What is already known
Human breast milk contains about 200 different sugars called human milk oligosaccharides (HMOs), which promote the growth of beneficial bacteria in the gut. Previous research has shown that a mixture of HMOs and Bifidobacterium longum subspecies infantis, a microbe found in the gut of nursing infants, led to the persistence, or ‘engraftment,’ of B. infantis in the gut of healthy adults.
What this research adds
Researchers conducted a clinical study in 56 healthy adults, 17 of whom received a five-day course of antibiotics along with B. infantis and HMOs for 28 days. These participants showed a successful engraftment of Bifidobacterium longum subspecies infantis in their guts compared with controls. Successful engraftment of B. infantis resulted in increased levels of metabolites indicatives of changes in microbial metabolism as well as higher abundances of Veillonella bacteria, which are known to produce compounds that are beneficial to human health. No serious adverse events were reported.
Conclusions
The findings suggest that a mixture of Bifidobacterium longum subspecies infantis and HMOs can modulate the gut microbiota in adults.
As many infectious, autoimmune and metabolic disorders are associated with an out-of-balance microbiota, researchers have been working on approaches to manipulate intestinal bacteria in patients. A small clinical trial now suggests that a mixture of human-milk sugars and a microbe found in the gut of nursing infants can modulate the gut microbiota in adults.
The findings, published in Cell Host & Microbe, may open the door to new approaches to reconstitute damaged microbiotas.
So far, researchers have developed therapies, called live biotherapeutic products, that persist in the recipient’s gut and lead to positive clinical outcomes such as minimizing the recurrence of Clostridioides difficile infection. Similar therapies are under investigation for the treatment of a wide variety of diseases. “While some of these attempts have been clinically successful, they have been quite crude and undefined, lacking in precision and reproducibility,” says study investigator Gregory McKenzie at Prolacta Bioscience in Duarte, California.
Scientists have known that human breast milk contains high concentrations of about 200 different sugars called human milk oligosaccharides (HMOs). These sugars are not metabolized as an energy source by infants, but they promote the growth of beneficial bacteria in the gut, including Bifidobacterium longum subspecies infantis (B. infantis). The levels of this microbe, which feeds on the HMOs in human breast milk, decline as infants are weaned.
McKenzie and his team have previously shown that a mixture of HMOs and B. infantis led to the persistence, or ‘engraftment,’ of B. infantis in the gut of healthy adults. To follow up on these findings, the researchers investigated a live biotherapeutic product based on HMOs and B. infantis in a small clinical study.
Modulating gut bacteria
The researchers recruited 56 healthy adults. Of those, 19 completed a five-day course of antibiotics with no other intervention, 17 received the same course of antibiotics along with B. infantis for 14 days, and 17 received antibiotic treatment along with B. infantis and HMOs for 28 days. The researchers collected stool and blood samples at set intervals for 35 days.

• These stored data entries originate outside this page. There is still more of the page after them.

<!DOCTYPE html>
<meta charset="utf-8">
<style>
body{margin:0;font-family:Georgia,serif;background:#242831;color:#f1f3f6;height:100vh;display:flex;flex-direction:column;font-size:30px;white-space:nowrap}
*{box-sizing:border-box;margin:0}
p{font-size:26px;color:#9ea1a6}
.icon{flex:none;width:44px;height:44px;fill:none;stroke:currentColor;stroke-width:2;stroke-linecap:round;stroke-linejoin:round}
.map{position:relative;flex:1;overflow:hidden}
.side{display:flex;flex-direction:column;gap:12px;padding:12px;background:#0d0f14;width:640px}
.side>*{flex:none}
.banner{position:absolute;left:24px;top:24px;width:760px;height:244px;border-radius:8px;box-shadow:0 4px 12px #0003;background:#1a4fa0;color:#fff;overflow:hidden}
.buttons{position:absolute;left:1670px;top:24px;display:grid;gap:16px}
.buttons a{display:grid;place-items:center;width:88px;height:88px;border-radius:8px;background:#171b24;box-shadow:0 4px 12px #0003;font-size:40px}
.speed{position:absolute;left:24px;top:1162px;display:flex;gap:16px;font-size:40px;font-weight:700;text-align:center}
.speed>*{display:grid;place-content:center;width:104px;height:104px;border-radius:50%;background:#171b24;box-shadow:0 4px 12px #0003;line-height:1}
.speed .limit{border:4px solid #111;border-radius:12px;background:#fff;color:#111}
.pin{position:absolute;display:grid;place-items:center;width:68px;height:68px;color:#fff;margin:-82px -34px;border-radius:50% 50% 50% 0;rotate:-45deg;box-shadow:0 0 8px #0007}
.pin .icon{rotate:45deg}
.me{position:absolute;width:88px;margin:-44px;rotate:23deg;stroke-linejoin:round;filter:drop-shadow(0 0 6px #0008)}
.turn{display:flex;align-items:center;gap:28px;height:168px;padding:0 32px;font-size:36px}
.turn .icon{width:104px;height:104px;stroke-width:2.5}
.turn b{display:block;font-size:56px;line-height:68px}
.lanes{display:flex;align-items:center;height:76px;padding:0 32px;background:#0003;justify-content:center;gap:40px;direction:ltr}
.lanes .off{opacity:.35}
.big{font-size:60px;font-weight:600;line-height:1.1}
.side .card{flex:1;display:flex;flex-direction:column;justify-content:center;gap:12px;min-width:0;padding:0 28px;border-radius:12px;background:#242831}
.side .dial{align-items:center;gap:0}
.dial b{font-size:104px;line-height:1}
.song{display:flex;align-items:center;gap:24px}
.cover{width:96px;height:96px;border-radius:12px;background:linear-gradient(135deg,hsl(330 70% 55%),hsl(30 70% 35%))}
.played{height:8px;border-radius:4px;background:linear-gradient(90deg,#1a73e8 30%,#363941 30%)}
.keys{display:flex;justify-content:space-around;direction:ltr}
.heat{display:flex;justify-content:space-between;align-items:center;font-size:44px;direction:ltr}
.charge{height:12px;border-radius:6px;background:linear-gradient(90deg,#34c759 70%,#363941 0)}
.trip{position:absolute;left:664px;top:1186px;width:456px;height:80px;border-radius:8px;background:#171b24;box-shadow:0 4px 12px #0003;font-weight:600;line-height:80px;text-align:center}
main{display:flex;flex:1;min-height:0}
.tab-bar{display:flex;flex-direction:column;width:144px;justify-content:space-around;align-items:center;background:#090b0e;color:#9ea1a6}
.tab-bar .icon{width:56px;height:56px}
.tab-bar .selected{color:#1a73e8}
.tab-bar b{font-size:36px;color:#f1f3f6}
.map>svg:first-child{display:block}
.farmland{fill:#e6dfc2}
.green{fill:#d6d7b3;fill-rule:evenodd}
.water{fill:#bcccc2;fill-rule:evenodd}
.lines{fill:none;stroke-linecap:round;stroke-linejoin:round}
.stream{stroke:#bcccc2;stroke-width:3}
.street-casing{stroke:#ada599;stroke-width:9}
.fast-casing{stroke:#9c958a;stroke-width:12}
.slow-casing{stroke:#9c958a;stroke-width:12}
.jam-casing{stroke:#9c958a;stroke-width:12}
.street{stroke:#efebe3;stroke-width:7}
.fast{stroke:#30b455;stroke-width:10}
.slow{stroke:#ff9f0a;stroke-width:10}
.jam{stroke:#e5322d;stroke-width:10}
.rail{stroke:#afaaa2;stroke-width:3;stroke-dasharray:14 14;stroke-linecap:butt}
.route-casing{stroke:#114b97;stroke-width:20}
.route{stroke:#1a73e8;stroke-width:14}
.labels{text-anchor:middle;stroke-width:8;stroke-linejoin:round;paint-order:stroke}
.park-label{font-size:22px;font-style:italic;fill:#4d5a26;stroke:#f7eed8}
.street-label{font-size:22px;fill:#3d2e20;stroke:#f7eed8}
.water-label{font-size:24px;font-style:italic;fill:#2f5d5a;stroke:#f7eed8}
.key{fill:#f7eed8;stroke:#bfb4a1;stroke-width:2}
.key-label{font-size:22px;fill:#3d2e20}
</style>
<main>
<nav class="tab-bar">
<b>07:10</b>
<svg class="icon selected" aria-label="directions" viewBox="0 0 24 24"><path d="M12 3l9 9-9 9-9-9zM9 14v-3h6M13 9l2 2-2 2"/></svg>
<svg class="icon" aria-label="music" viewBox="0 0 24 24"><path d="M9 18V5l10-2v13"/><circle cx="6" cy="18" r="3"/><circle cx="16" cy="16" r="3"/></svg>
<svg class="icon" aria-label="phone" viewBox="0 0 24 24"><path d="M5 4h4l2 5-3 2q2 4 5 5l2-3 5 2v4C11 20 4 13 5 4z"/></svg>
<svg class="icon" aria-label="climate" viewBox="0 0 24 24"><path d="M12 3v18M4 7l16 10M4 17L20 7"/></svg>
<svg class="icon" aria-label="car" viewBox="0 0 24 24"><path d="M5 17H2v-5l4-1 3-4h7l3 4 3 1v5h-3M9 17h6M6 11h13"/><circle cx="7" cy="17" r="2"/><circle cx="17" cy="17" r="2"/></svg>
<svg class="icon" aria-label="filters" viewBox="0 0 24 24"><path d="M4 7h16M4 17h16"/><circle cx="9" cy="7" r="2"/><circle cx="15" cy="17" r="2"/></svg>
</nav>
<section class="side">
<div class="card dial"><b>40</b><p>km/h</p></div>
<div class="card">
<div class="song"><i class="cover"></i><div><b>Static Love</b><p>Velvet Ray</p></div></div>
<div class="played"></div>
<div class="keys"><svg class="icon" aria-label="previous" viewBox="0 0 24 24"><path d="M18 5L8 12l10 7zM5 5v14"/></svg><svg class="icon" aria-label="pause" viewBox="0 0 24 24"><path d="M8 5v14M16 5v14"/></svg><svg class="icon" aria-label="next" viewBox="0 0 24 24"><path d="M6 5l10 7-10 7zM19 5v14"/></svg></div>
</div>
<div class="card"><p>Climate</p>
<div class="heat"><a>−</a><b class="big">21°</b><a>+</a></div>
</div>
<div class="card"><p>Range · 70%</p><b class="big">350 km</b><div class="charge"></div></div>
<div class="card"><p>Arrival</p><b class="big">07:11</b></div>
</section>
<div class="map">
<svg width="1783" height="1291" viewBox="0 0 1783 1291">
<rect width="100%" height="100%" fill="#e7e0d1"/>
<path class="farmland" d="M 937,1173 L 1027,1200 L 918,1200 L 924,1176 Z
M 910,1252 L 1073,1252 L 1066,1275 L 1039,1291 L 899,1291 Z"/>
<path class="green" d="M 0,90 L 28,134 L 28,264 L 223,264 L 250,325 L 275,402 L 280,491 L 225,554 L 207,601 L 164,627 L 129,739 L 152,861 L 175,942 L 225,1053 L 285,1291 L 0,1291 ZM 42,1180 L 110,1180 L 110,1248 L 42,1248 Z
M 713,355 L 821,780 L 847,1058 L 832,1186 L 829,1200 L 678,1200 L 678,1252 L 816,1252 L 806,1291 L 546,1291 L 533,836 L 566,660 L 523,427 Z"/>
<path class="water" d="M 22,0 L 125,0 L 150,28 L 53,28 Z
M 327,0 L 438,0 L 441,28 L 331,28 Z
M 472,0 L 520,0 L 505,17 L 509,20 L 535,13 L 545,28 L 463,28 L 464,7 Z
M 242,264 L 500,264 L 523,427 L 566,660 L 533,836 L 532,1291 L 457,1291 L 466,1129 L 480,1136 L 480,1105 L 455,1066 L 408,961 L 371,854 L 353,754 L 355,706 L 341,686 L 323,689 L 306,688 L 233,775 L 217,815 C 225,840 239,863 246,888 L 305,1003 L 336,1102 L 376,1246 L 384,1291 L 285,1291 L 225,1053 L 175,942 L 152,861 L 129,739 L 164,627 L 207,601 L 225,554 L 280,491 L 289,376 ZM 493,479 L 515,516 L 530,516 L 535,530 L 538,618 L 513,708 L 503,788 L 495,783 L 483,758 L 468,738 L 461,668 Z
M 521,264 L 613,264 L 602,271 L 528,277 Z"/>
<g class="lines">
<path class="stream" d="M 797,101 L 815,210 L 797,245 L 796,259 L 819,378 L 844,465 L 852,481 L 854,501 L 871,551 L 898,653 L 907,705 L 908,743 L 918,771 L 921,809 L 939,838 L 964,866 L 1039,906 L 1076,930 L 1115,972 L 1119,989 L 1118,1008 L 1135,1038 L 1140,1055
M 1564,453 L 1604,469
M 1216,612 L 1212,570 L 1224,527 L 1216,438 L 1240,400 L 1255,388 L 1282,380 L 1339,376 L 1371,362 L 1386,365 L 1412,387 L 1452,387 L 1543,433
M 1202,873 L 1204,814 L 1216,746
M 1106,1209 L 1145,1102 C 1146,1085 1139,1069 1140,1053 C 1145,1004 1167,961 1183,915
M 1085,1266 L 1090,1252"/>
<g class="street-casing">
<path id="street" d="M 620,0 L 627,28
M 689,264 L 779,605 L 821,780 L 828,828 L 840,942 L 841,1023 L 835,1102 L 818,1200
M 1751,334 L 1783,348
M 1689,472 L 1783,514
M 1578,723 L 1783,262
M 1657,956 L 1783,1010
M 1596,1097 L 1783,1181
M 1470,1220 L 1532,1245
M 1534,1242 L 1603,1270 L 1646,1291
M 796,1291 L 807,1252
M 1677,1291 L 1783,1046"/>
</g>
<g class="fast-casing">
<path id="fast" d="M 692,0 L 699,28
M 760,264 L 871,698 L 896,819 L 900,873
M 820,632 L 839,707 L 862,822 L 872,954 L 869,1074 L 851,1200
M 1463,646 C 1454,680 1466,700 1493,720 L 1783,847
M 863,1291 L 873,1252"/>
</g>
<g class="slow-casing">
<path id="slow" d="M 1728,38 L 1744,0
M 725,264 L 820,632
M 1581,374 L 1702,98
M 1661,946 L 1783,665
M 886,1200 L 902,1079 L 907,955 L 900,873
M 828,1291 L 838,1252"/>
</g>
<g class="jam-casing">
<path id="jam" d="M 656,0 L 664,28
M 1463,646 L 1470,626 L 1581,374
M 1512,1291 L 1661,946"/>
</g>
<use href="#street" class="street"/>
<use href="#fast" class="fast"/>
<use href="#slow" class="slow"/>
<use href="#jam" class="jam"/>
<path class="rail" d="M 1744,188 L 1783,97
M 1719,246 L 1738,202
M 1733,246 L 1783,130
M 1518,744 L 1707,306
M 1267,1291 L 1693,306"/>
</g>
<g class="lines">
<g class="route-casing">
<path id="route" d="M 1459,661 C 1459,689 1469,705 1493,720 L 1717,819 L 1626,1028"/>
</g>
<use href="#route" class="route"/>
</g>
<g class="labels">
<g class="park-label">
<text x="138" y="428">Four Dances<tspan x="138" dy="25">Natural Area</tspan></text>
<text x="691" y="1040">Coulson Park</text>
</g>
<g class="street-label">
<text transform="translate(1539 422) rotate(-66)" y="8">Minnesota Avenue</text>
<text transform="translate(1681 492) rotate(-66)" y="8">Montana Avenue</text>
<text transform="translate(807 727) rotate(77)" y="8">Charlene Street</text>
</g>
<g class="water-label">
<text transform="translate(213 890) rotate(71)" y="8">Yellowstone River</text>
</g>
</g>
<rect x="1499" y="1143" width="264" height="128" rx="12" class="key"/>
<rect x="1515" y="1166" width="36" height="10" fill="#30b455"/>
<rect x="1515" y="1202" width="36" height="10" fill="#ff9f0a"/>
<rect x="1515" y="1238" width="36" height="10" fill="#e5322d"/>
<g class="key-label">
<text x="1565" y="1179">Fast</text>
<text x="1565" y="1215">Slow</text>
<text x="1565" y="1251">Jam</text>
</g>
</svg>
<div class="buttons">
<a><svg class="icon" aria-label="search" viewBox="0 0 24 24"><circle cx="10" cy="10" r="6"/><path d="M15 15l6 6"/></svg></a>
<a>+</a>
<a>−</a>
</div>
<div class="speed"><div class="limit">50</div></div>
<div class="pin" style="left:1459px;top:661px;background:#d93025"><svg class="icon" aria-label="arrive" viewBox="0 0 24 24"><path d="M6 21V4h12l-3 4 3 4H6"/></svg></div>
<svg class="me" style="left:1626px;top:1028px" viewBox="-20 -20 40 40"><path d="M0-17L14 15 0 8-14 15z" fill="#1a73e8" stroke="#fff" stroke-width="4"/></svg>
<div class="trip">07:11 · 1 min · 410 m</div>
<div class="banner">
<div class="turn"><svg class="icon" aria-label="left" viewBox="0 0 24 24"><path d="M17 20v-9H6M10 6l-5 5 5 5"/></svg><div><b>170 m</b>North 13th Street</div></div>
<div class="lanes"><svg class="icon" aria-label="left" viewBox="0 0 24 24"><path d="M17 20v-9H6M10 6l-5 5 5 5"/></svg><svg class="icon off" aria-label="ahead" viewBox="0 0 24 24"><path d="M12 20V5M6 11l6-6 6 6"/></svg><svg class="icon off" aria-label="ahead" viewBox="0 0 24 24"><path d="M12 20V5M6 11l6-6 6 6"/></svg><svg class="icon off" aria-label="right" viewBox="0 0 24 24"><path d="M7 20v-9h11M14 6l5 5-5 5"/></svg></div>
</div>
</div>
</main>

People who received both B. infantis and HMOs showed a successful engraftment of B. infantis in their guts compared with controls. No serious adverse events were reported.
When B. infantis was engrafted in the gut, the levels of other gut bacteria that do not rely on HMOs for energy also changed. For example, the levels of Veillonella bacteria, which feed on molecules produced by B. infantis, increased. Veillonella bacteria are known to produce short chain fatty acids and other metabolites that are beneficial to human health.
Successful engraftment of B. infantis also resulted in increased levels of metabolites indicatives of changes in microbial metabolism. These metabolites included molecules associated with biological processes including carbohydrate metabolism and lipid synthesis.
Restoring microbiotas
In experiments done on bacteria grown in a lab dish, the presence of B. infantis boosted Veillonella’s production of the short chain fatty acid propionate, which has been associated with beneficial health outcomes. However, the researchers didn’t observe significant changes in propionate levels in the stools and blood of participants who received both B. infantis and HMOs.
“These data suggest that local levels of propionate likely increased — at least transiently — in the gut of engrafted subjects,” the authors say.
In the future, the team plans to conduct a trial to evaluate the live biotherapeutic product based on HMOs and B. infantis in blood cancers patients who undergo stem cell transplant — a treatment that often results in disruptions in the gut microbiota, leaving individuals susceptible to opportunistic infections.